Entries taken from a collection:
■ ■ ■ ■
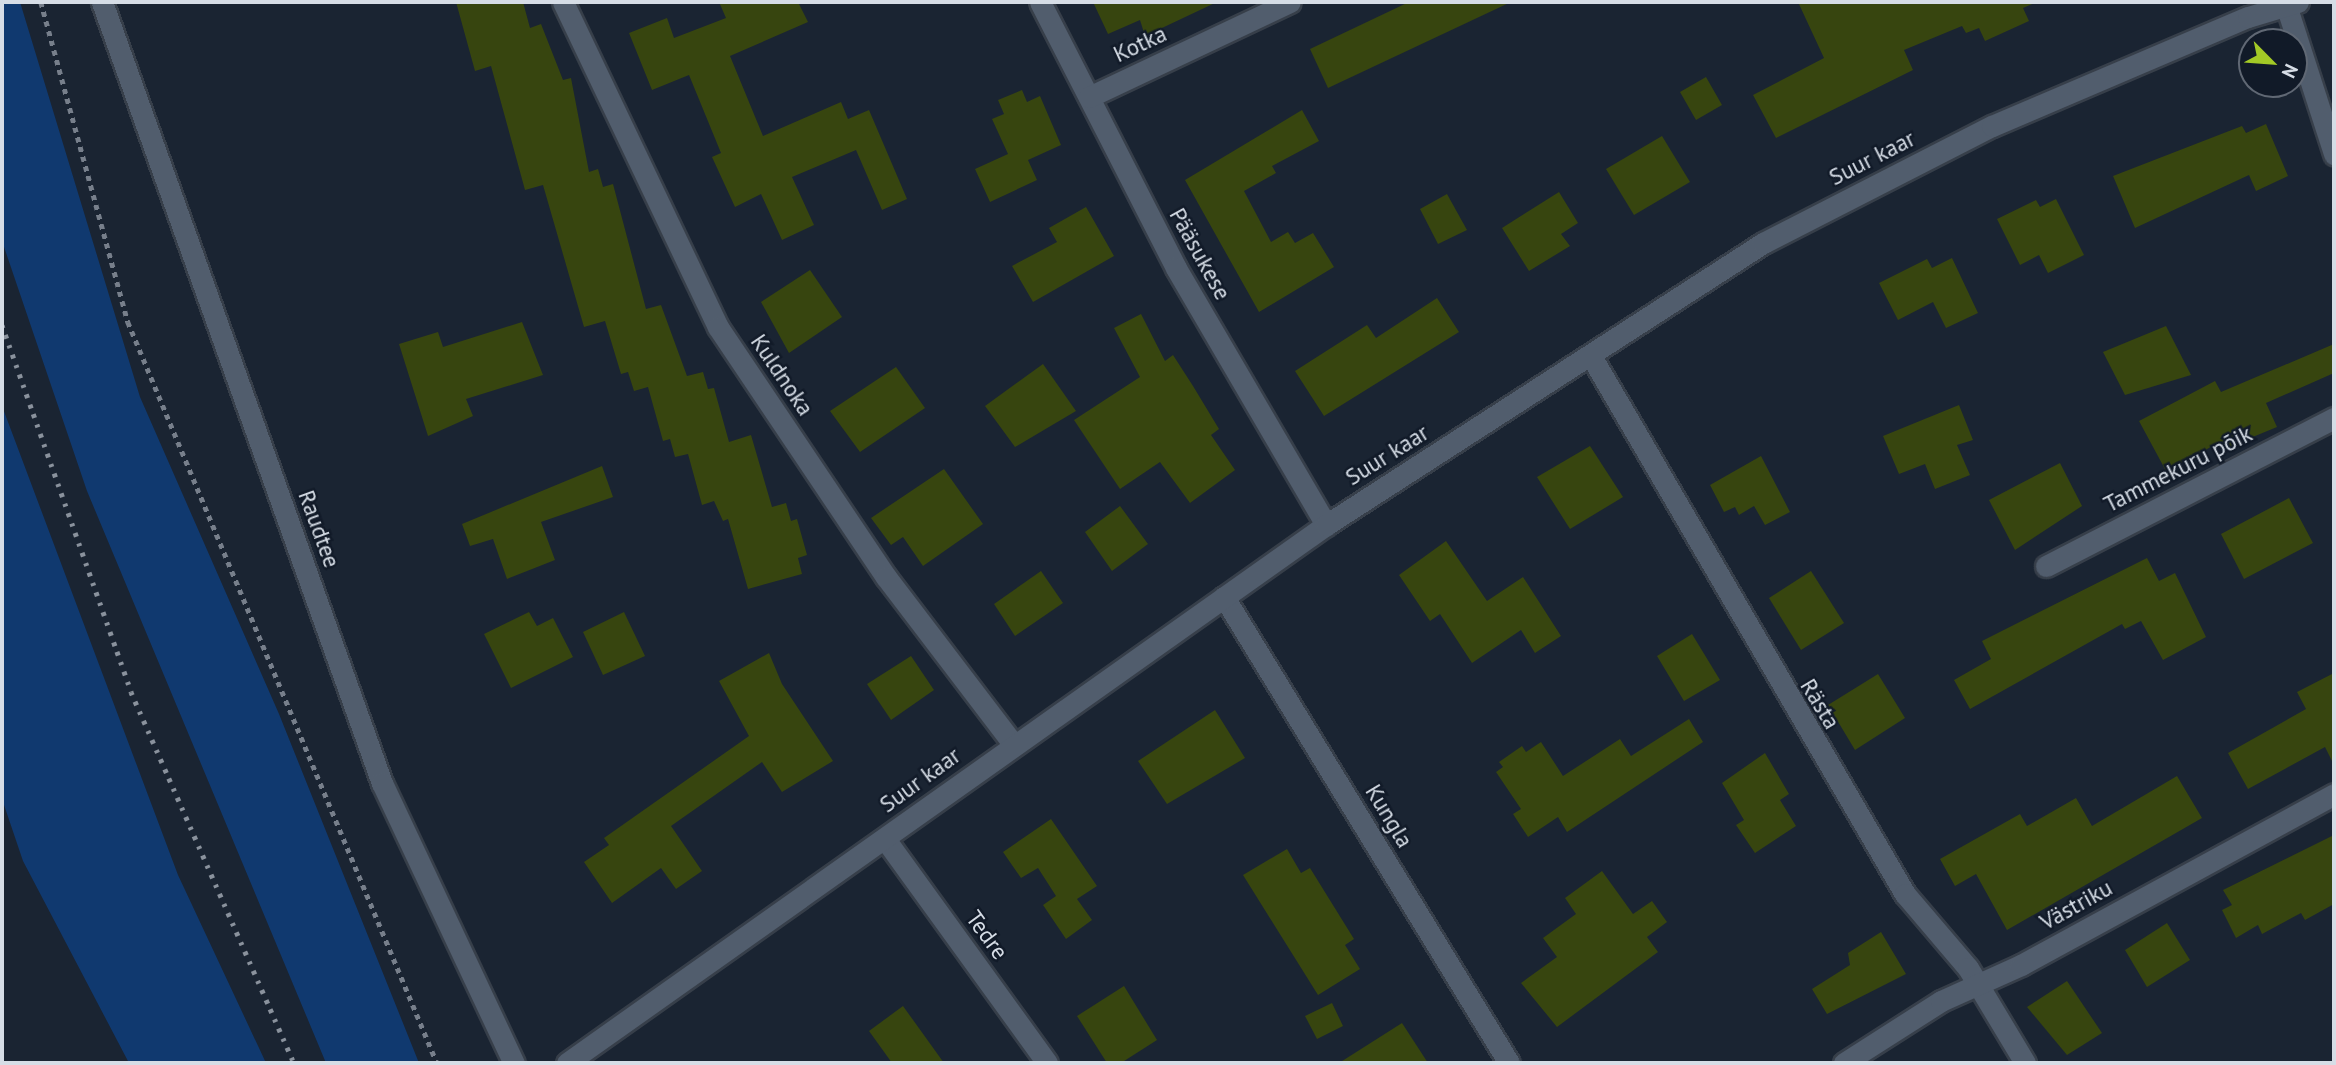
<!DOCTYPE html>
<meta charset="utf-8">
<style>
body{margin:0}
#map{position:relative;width:2336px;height:1065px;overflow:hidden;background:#1a2432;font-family:"PT Sans",sans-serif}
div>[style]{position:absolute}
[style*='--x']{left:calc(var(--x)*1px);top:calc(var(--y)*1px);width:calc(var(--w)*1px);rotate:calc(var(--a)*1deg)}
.green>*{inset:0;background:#10396f}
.building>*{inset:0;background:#37450f}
.path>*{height:4.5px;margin-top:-2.25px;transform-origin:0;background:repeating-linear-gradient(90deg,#777f8b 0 5px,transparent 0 10px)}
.roads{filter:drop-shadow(2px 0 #373f4a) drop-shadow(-2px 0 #373f4a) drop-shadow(0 2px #373f4a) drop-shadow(0 -2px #373f4a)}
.minor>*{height:21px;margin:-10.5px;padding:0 10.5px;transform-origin:10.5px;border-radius:10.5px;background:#515d6d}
.rail>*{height:5px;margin-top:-2.5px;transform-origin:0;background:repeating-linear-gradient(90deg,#8a929d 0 3.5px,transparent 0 10.5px)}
span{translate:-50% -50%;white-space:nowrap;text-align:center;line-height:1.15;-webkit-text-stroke:5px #111a28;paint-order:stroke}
.street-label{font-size:23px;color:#d6dde6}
.frame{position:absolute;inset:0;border:4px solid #d6dde6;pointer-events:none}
.north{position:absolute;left:2238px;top:28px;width:70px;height:70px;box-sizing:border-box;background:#111a28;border:2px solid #606874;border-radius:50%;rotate:115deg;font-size:19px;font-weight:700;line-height:28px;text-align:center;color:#d6dde6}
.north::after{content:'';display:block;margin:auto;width:24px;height:32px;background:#a3c926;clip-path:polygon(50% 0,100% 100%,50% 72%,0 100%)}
</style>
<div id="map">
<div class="green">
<div style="clip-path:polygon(2px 2px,20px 2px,140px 397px,279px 714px,419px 1063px,326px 1063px,87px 491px,2px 241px)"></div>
<div style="clip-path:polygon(2px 406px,178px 875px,266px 1063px,129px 1063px,23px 861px,2px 799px)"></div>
</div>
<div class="building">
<div style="clip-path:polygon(456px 2px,523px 2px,530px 28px,541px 24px,563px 80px,571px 78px,589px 172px,598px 169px,603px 187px,613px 184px,646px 309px,661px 305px,687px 376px,703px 372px,708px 389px,714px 388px,729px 442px,751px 435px,772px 507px,786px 503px,791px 521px,797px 519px,807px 555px,798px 558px,802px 574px,748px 589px,728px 519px,723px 521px,714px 501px,702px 505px,688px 454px,675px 457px,670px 439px,663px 441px,648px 387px,634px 391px,628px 372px,621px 374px,605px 321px,584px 327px,543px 185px,525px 190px,491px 66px,475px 71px)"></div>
<div style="clip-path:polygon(719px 2px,798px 2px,808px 22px,730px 56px,763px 136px,841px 102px,848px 119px,869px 110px,907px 199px,882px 210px,856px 150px,792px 177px,814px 225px,782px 240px,761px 194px,735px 207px,712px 157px,721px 153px,689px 75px,652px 90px,629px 33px,667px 18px,674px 38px,726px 18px)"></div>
<div style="clip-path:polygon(1093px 2px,1217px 2px,1145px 36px,1140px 20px,1108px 34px)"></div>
<div style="clip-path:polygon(1409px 2px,1511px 2px,1328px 88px,1310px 49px)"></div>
<div style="clip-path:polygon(1798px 2px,2037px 2px,2023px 8px,2029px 21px,1985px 41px,1979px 28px,1966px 33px,1962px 26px,1904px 50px,1913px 70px,1776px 138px,1753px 95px,1824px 58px)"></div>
<div style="clip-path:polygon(1706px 77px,1722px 105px,1696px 120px,1680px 92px)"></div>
<div style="clip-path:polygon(1022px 90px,1027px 102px,1040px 96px,1061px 145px,1028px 160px,1037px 180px,990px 202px,975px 169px,1008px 154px,992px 119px,1004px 114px,998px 100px)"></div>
<div style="clip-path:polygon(1302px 110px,1319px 141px,1272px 166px,1276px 173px,1244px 191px,1271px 242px,1288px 232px,1295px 243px,1313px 233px,1334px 267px,1259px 312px,1185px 180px)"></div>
<div style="clip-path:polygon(2266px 124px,2288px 176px,2256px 191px,2249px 175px,2135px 228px,2113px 176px,2242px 126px,2246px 133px)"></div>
<div style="clip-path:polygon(1662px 136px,1690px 182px,1634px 215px,1606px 169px)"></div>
<div style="clip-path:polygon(1559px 192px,1578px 223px,1561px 234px,1570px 246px,1529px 271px,1502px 228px)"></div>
<div style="clip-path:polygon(1447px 194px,1467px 230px,1438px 244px,1420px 209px)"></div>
<div style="clip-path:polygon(2056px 199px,2084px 255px,2048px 273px,2039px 255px,2020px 265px,1997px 219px,2036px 200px,2040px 207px)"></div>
<div style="clip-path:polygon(1086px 207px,1114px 256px,1033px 302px,1012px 266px,1057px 242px,1049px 228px)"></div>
<div style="clip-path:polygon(1952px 258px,1978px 313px,1946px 328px,1933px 302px,1898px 320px,1879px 283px,1927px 259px,1932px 268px)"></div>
<div style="clip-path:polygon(810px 270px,842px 317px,789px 353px,761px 302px)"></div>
<div style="clip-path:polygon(1437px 298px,1459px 332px,1324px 416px,1295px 371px,1367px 325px,1376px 338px)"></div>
<div style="clip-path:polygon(1141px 314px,1165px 361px,1173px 355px,1193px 386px,1219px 429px,1211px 435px,1235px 470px,1190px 503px,1160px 462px,1120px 489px,1074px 420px,1140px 377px,1114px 328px)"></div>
<div style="clip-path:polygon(522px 322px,543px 375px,466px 399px,473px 416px,428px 436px,399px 344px,438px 332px,443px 347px)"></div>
<div style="clip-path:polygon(2166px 326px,2191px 375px,2125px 395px,2103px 352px)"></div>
<div style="clip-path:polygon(2334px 344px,2334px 373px,2266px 403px,2277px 427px,2226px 448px,2222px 441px,2166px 471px,2139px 421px,2215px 381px,2221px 392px)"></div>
<div style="clip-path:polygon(1043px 364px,1076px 411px,1015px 447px,985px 406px)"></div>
<div style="clip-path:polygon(896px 367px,925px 408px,860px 452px,830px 411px)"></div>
<div style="clip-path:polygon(1959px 405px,1973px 440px,1957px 445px,1970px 475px,1935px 489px,1925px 464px,1899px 474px,1883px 436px)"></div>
<div style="clip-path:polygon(1590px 446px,1623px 497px,1570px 529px,1537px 477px)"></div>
<div style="clip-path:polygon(1761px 456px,1790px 512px,1765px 525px,1754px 506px,1739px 515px,1735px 507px,1724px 512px,1710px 485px)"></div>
<div style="clip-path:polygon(2060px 463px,2082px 506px,2015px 550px,1989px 500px)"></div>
<div style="clip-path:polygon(602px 466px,613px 497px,541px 522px,555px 560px,507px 579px,493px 539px,470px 546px,462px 524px)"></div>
<div style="clip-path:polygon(944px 469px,983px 524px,923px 566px,903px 537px,891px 545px,871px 518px)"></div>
<div style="clip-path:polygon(2289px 498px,2313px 543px,2244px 579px,2221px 534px)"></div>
<div style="clip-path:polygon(1120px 506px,1148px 544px,1112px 571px,1085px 532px)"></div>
<div style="clip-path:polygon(1446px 541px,1487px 601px,1523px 577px,1561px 636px,1535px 653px,1521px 630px,1472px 663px,1440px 614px,1430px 621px,1399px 575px)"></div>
<div style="clip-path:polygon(2147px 558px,2159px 581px,2175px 573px,2206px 637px,2163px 660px,2141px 621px,2125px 629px,2122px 624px,1970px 709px,1954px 680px,1991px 659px,1982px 641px)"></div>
<div style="clip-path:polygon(1041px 571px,1063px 603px,1015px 636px,994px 604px)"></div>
<div style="clip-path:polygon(1811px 571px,1844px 623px,1801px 650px,1769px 598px)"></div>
<div style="clip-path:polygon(529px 612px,537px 626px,553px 618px,573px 657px,511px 688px,484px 634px)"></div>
<div style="clip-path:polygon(624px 612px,645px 656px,603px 675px,583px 632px)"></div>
<div style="clip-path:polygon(1692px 634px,1720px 680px,1684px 701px,1657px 656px)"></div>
<div style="clip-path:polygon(769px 653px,782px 684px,833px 761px,782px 792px,762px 762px,671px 826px,702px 871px,676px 889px,661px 868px,612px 903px,584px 862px,609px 845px,604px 838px,749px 736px,719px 681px)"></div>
<div style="clip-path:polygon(911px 656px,934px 690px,891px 720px,867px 684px)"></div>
<div style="clip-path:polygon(2334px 673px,2334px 765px,2325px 747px,2248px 789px,2228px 753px,2306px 709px,2297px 692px)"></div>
<div style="clip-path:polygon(1878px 674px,1905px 718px,1855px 750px,1828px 705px)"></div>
<div style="clip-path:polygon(1215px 710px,1245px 758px,1167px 804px,1138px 761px)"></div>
<div style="clip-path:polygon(1689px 719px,1703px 742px,1567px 832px,1558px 817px,1528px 837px,1513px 814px,1521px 809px,1496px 772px,1503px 767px,1499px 762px,1522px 746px,1526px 752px,1541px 742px,1563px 776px,1620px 739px,1631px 756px)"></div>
<div style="clip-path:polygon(1765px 753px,1789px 794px,1780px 800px,1796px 826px,1755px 853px,1736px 825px,1744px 820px,1722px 783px)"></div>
<div style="clip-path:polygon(2177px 776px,2202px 818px,2007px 930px,1976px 874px,1955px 886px,1940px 859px,2020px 814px,2027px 826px,2076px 798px,2092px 826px)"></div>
<div style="clip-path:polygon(1051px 819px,1097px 886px,1077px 899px,1092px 920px,1066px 939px,1043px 905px,1056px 896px,1038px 868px,1021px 878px,1003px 852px)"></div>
<div style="clip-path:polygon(2334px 835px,2334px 904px,2305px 920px,2301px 913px,2262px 934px,2258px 925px,2236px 938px,2222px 910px,2232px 905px,2223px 890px)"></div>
<div style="clip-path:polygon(1287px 849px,1301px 873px,1310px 868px,1354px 939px,1345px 945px,1360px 969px,1318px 995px,1243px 875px)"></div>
<div style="clip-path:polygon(1602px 871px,1633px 914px,1652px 901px,1667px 922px,1647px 937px,1658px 952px,1557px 1027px,1521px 983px,1557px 957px,1543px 938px,1576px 914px,1565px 898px)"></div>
<div style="clip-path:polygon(2167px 923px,2190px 960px,2147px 987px,2125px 950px)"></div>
<div style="clip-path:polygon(1881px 932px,1906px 974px,1827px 1014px,1812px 989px,1850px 965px,1848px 953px)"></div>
<div style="clip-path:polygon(2067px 981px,2102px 1033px,2067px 1055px,2027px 1007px)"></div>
<div style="clip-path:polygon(1124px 986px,1157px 1040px,1121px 1063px,1107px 1063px,1077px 1016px)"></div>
<div style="clip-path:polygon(1332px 1003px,1343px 1026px,1317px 1039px,1305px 1016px)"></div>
<div style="clip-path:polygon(903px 1006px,944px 1063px,892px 1063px,869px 1031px)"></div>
<div style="clip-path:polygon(1402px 1023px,1428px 1063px,1339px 1063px)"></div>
</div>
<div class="path">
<div style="--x:41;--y:2;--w:332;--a:74.8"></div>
<div style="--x:128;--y:322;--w:803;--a:67.36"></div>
</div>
<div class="roads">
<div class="minor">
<div style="--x:102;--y:2;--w:830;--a:70.28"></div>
<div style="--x:382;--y:783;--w:310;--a:64.8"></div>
<div style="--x:563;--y:2;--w:360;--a:64.5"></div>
<div style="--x:718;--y:327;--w:301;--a:56.1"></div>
<div style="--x:886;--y:577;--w:210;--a:52.7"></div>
<div style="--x:1040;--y:2;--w:299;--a:62.9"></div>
<div style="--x:1176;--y:268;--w:298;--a:59.7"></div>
<div style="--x:2286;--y:5;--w:157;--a:72.1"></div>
<div style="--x:1089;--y:97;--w:222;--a:-25.3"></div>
<div style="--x:1591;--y:356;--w:623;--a:59.73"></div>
<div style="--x:1905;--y:894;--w:97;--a:49.6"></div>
<div style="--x:1968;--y:968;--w:111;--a:59"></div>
<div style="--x:2046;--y:566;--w:324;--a:-27.2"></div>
<div style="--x:1224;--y:597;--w:546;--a:58.55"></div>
<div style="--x:885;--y:839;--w:276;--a:54.1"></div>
<div style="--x:567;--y:1063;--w:930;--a:-35.33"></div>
<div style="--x:1326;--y:525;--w:520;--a:-32.83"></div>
<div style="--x:1763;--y:243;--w:257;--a:-27.1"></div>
<div style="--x:1992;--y:126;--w:278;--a:-23.1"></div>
<div style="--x:2248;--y:17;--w:52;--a:-16.7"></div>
<div style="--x:1844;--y:1063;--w:115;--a:-32.6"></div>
<div style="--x:1941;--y:1001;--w:88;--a:-24.2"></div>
<div style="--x:2021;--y:965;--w:357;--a:-28.6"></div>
</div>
</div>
<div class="rail">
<div style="--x:2;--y:325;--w:389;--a:70.6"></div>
<div style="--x:131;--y:692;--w:405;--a:66.3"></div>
</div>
<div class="street-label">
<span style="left:1140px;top:44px;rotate:-25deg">Kotka</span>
<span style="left:1872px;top:158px;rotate:-27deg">Suur kaar</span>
<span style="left:1200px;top:254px;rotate:61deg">Pääsukese</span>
<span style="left:782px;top:375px;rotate:56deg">Kuldnoka</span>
<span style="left:1387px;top:455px;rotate:-32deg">Suur kaar</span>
<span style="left:2178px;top:469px;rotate:-27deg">Tammekuru põik</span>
<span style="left:319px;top:529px;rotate:70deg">Raudtee</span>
<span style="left:1820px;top:704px;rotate:59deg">Rästa</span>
<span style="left:920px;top:780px;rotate:-36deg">Suur kaar</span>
<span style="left:1389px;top:816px;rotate:59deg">Kungla</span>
<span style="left:2076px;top:905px;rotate:-29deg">Västriku</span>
<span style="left:987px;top:935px;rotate:54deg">Tedre</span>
</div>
<div class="frame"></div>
<div class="north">N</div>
</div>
■ ■ ■ ■
The answer must be the lines above, word for word, from the first one through the line with "0 #373f4a) drop-shadow(-2px", pictures excluded.

<!DOCTYPE html>
<meta charset="utf-8">
<style>
body{margin:0}
#map{position:relative;width:2336px;height:1065px;overflow:hidden;background:#1a2432;font-family:"PT Sans",sans-serif}
div>[style]{position:absolute}
[style*='--x']{left:calc(var(--x)*1px);top:calc(var(--y)*1px);width:calc(var(--w)*1px);rotate:calc(var(--a)*1deg)}
.green>*{inset:0;background:#10396f}
.building>*{inset:0;background:#37450f}
.path>*{height:4.5px;margin-top:-2.25px;transform-origin:0;background:repeating-linear-gradient(90deg,#777f8b 0 5px,transparent 0 10px)}
.roads{filter:drop-shadow(2px 0 #373f4a) drop-shadow(-2px 0 #373f4a) drop-shadow(0 2px #373f4a) drop-shadow(0 -2px #373f4a)}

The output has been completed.